Data below:

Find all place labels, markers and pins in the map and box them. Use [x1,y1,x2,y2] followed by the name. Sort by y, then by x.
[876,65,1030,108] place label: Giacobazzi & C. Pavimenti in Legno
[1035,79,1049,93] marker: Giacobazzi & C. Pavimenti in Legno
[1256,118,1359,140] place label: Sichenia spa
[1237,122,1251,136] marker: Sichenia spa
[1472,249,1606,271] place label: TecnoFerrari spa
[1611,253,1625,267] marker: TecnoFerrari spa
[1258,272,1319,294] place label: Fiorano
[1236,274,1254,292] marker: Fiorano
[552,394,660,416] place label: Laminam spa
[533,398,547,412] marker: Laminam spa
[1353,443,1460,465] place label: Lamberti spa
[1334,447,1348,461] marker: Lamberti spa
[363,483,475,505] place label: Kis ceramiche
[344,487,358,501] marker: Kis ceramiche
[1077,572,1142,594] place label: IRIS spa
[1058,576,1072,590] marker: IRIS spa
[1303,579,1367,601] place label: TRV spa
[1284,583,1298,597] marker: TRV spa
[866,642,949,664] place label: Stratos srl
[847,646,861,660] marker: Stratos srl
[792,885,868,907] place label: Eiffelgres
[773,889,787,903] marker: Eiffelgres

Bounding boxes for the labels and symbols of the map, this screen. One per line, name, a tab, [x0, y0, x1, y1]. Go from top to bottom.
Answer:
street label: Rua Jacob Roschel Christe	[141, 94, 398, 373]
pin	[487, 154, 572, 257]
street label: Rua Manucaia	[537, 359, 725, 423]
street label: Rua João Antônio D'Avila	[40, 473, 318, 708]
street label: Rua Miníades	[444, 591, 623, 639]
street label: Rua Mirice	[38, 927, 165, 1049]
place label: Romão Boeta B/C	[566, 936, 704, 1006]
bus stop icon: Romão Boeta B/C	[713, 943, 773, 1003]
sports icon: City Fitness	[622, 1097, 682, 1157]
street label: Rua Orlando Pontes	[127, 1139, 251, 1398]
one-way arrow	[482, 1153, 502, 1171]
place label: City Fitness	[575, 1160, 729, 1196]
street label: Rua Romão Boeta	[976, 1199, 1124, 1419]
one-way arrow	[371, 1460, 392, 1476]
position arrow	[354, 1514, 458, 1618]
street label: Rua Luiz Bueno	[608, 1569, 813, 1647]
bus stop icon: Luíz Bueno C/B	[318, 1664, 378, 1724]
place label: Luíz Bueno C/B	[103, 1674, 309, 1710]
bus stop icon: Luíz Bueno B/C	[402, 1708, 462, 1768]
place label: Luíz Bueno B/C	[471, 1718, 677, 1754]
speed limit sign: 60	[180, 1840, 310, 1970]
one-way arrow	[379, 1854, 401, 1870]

End of Data.

◆ **How to complete this task**: Give back the complete data, each line unchanged.

◆ **Result of the task**:
Find all place labels, markers and pins in the map and box them. Use [x1,y1,x2,y2] followed by the name. Sort by y, then by x.
[876,65,1030,108] place label: Giacobazzi & C. Pavimenti in Legno
[1035,79,1049,93] marker: Giacobazzi & C. Pavimenti in Legno
[1256,118,1359,140] place label: Sichenia spa
[1237,122,1251,136] marker: Sichenia spa
[1472,249,1606,271] place label: TecnoFerrari spa
[1611,253,1625,267] marker: TecnoFerrari spa
[1258,272,1319,294] place label: Fiorano
[1236,274,1254,292] marker: Fiorano
[552,394,660,416] place label: Laminam spa
[533,398,547,412] marker: Laminam spa
[1353,443,1460,465] place label: Lamberti spa
[1334,447,1348,461] marker: Lamberti spa
[363,483,475,505] place label: Kis ceramiche
[344,487,358,501] marker: Kis ceramiche
[1077,572,1142,594] place label: IRIS spa
[1058,576,1072,590] marker: IRIS spa
[1303,579,1367,601] place label: TRV spa
[1284,583,1298,597] marker: TRV spa
[866,642,949,664] place label: Stratos srl
[847,646,861,660] marker: Stratos srl
[792,885,868,907] place label: Eiffelgres
[773,889,787,903] marker: Eiffelgres

Bounding boxes for the labels and symbols of the map, this screen. One per line, name, a tab, [x0, y0, x1, y1]. Go from top to bottom.
Answer:
street label: Rua Jacob Roschel Christe	[141, 94, 398, 373]
pin	[487, 154, 572, 257]
street label: Rua Manucaia	[537, 359, 725, 423]
street label: Rua João Antônio D'Avila	[40, 473, 318, 708]
street label: Rua Miníades	[444, 591, 623, 639]
street label: Rua Mirice	[38, 927, 165, 1049]
place label: Romão Boeta B/C	[566, 936, 704, 1006]
bus stop icon: Romão Boeta B/C	[713, 943, 773, 1003]
sports icon: City Fitness	[622, 1097, 682, 1157]
street label: Rua Orlando Pontes	[127, 1139, 251, 1398]
one-way arrow	[482, 1153, 502, 1171]
place label: City Fitness	[575, 1160, 729, 1196]
street label: Rua Romão Boeta	[976, 1199, 1124, 1419]
one-way arrow	[371, 1460, 392, 1476]
position arrow	[354, 1514, 458, 1618]
street label: Rua Luiz Bueno	[608, 1569, 813, 1647]
bus stop icon: Luíz Bueno C/B	[318, 1664, 378, 1724]
place label: Luíz Bueno C/B	[103, 1674, 309, 1710]
bus stop icon: Luíz Bueno B/C	[402, 1708, 462, 1768]
place label: Luíz Bueno B/C	[471, 1718, 677, 1754]
speed limit sign: 60	[180, 1840, 310, 1970]
one-way arrow	[379, 1854, 401, 1870]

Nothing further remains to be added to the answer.